What to do → The word to find is "this". State how many lines below contain it, giving only the number.

── Information shown

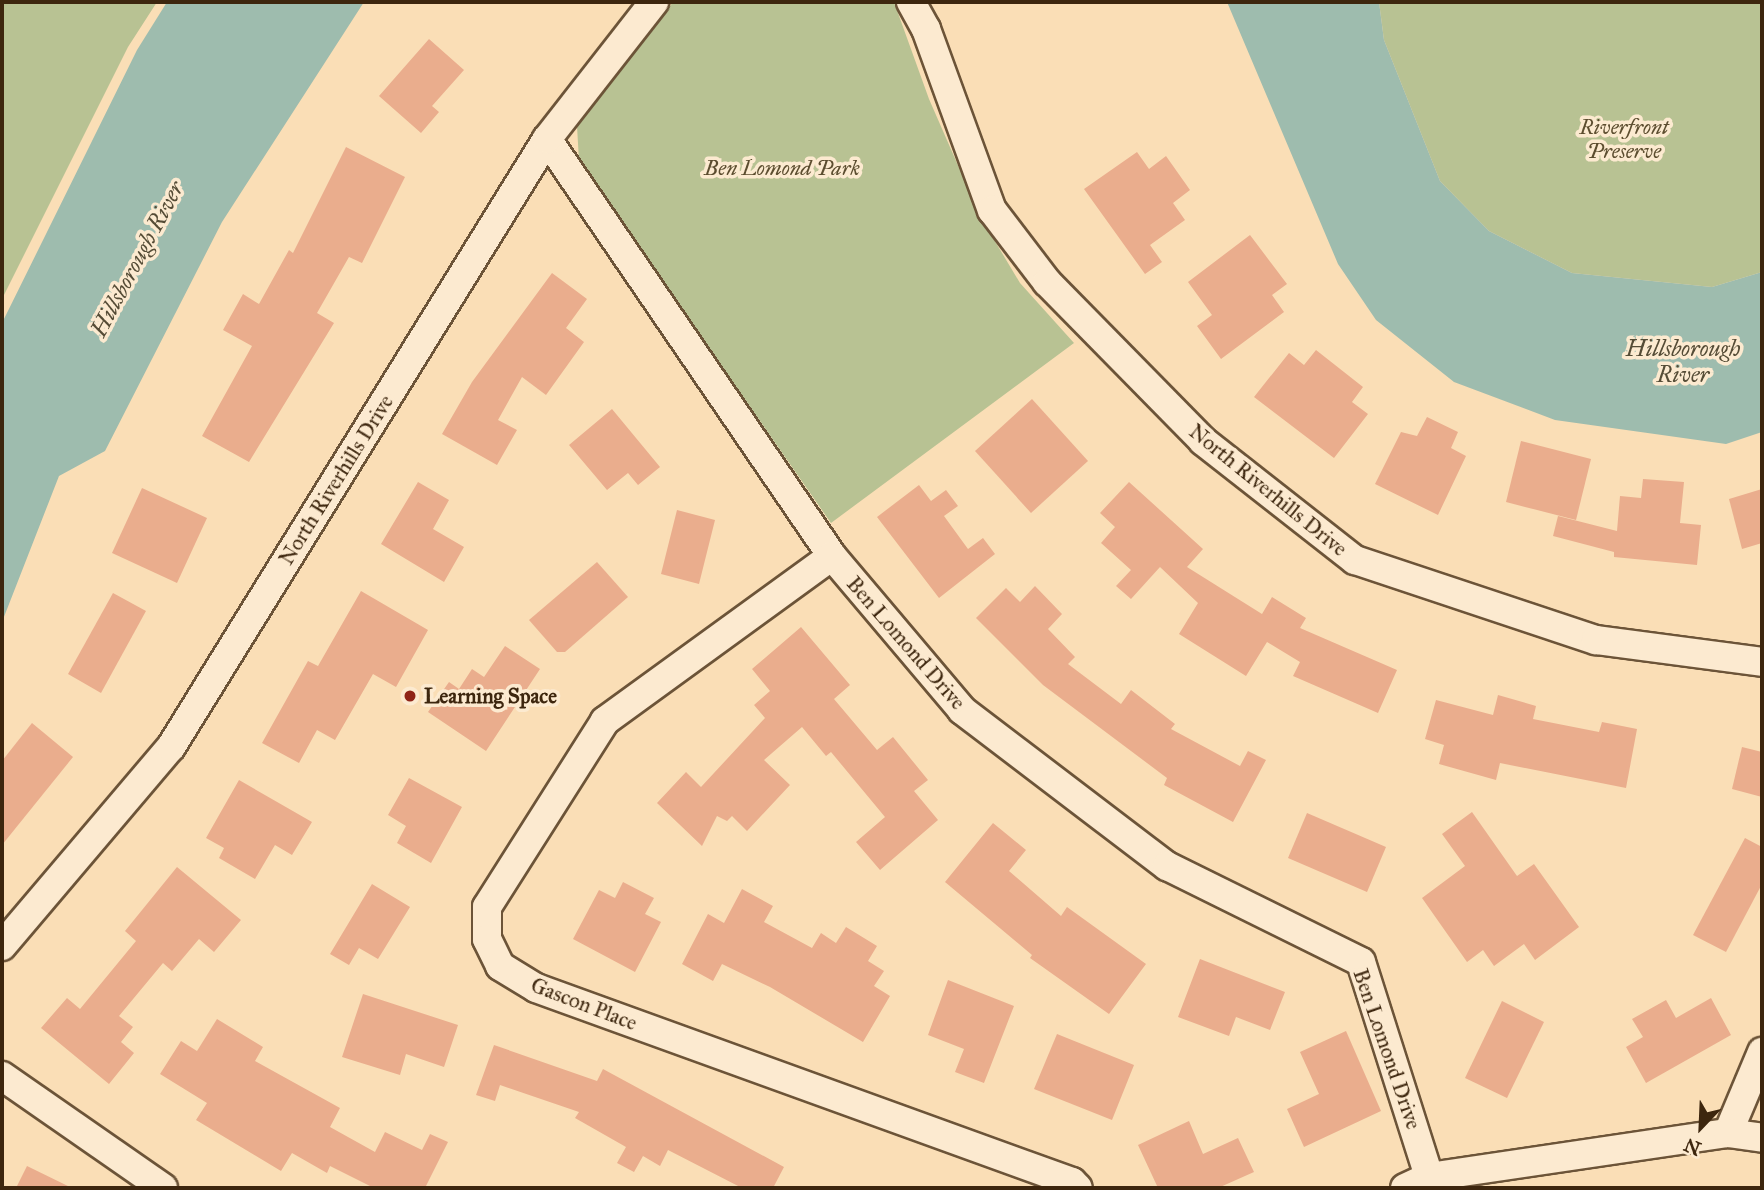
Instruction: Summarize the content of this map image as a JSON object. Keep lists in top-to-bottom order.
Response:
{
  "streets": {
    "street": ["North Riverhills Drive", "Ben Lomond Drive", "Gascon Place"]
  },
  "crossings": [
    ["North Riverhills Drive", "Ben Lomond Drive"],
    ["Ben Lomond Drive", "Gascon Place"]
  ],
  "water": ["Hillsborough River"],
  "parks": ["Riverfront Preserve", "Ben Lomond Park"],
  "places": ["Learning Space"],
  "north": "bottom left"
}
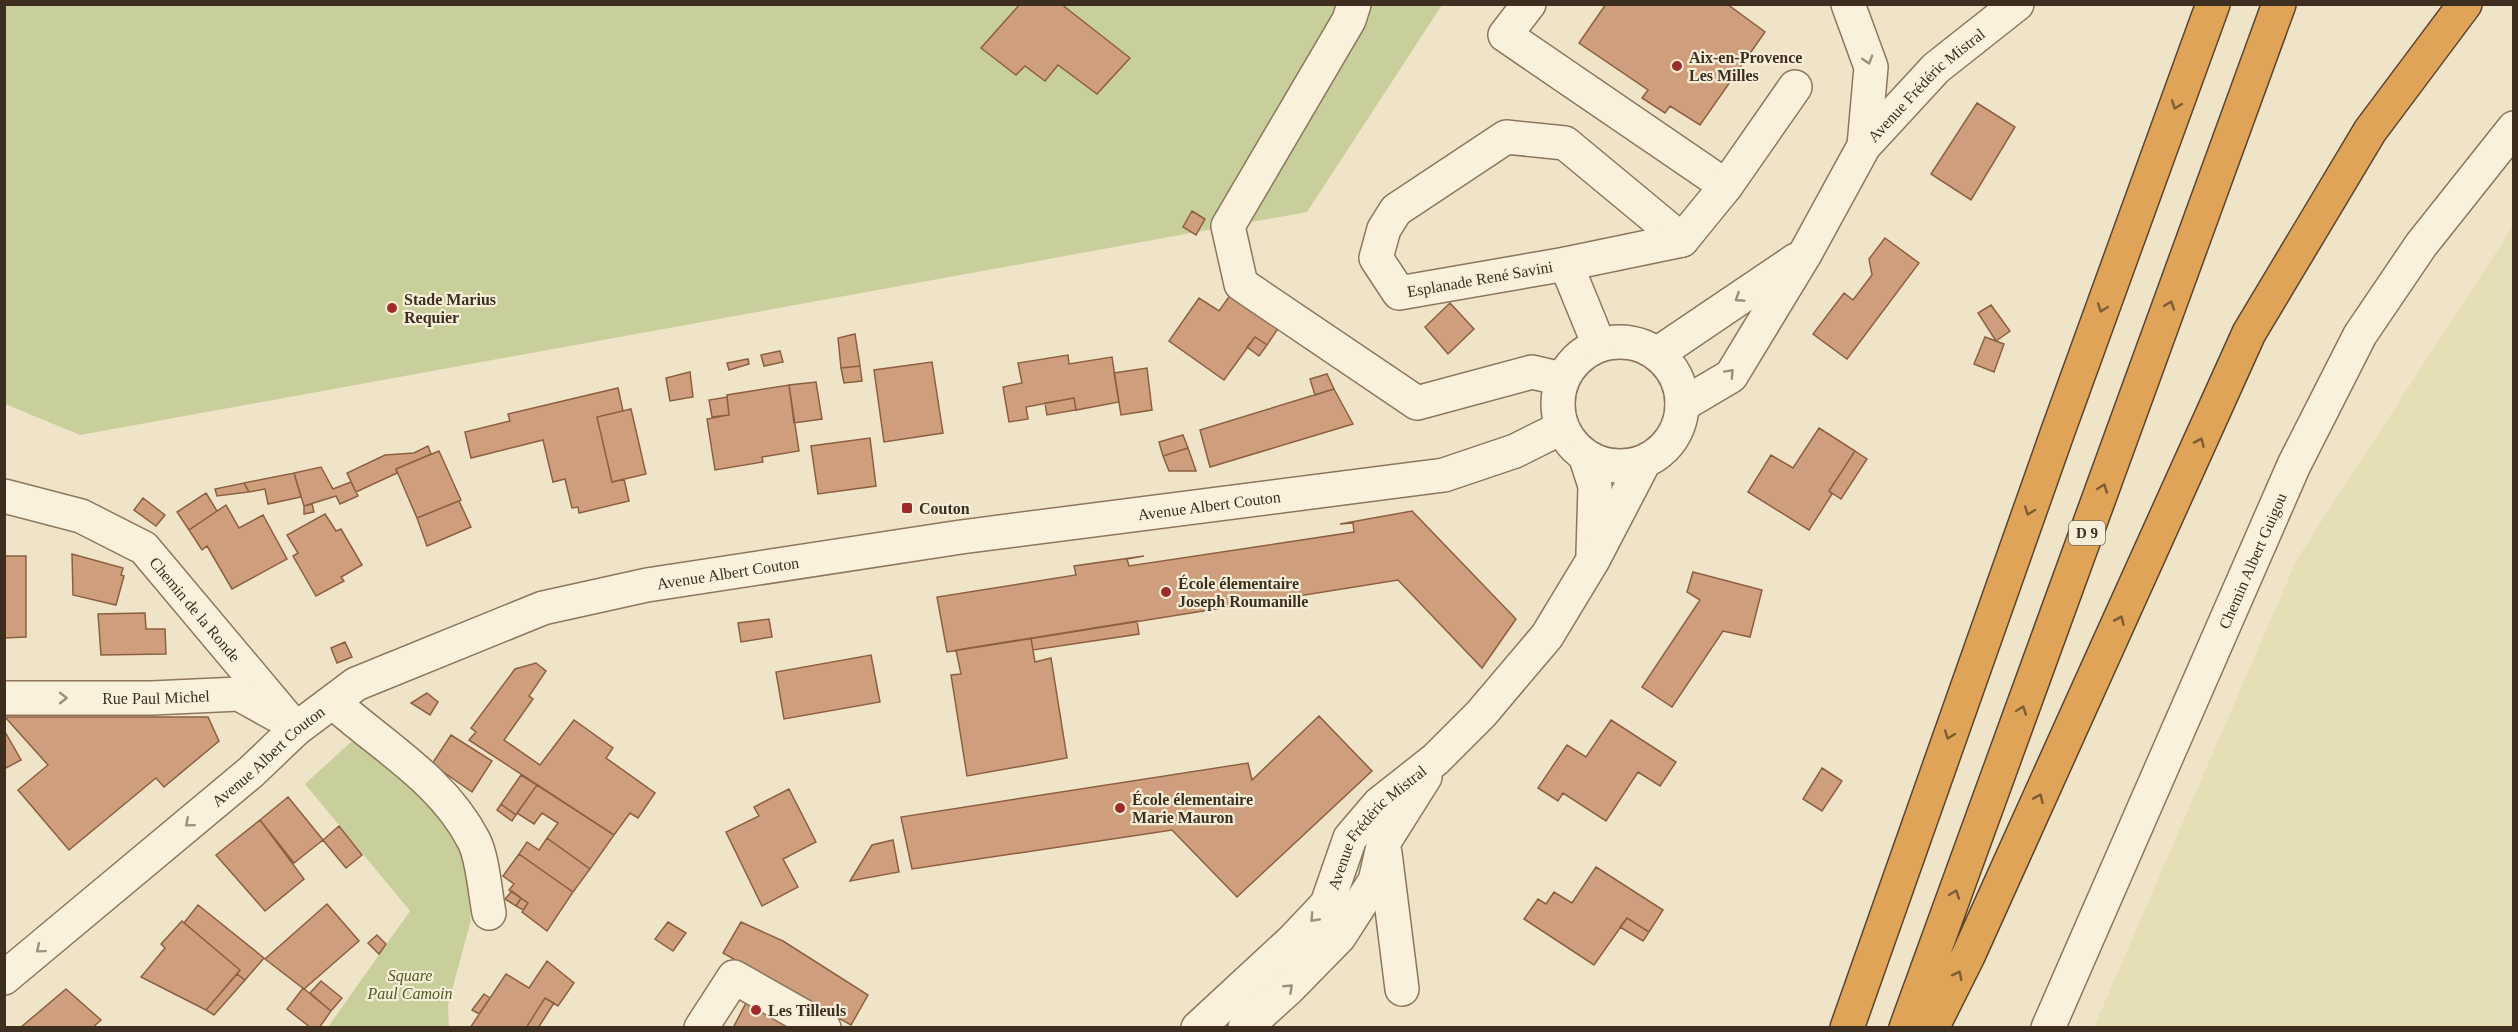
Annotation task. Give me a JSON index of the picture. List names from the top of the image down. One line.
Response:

────
── Information shown

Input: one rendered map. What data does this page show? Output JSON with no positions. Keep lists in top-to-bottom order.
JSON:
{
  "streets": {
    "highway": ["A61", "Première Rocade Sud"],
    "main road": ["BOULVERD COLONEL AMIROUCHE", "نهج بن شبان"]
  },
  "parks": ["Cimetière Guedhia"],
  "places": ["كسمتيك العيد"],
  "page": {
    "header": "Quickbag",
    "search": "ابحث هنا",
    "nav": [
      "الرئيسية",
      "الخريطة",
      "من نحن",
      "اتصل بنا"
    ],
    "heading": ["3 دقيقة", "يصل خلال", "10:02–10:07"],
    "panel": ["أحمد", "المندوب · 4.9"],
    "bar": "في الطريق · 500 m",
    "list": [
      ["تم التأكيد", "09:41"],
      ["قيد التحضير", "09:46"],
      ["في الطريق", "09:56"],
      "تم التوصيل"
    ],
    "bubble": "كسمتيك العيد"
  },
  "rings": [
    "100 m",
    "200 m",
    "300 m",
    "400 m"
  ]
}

────

Answer space → 2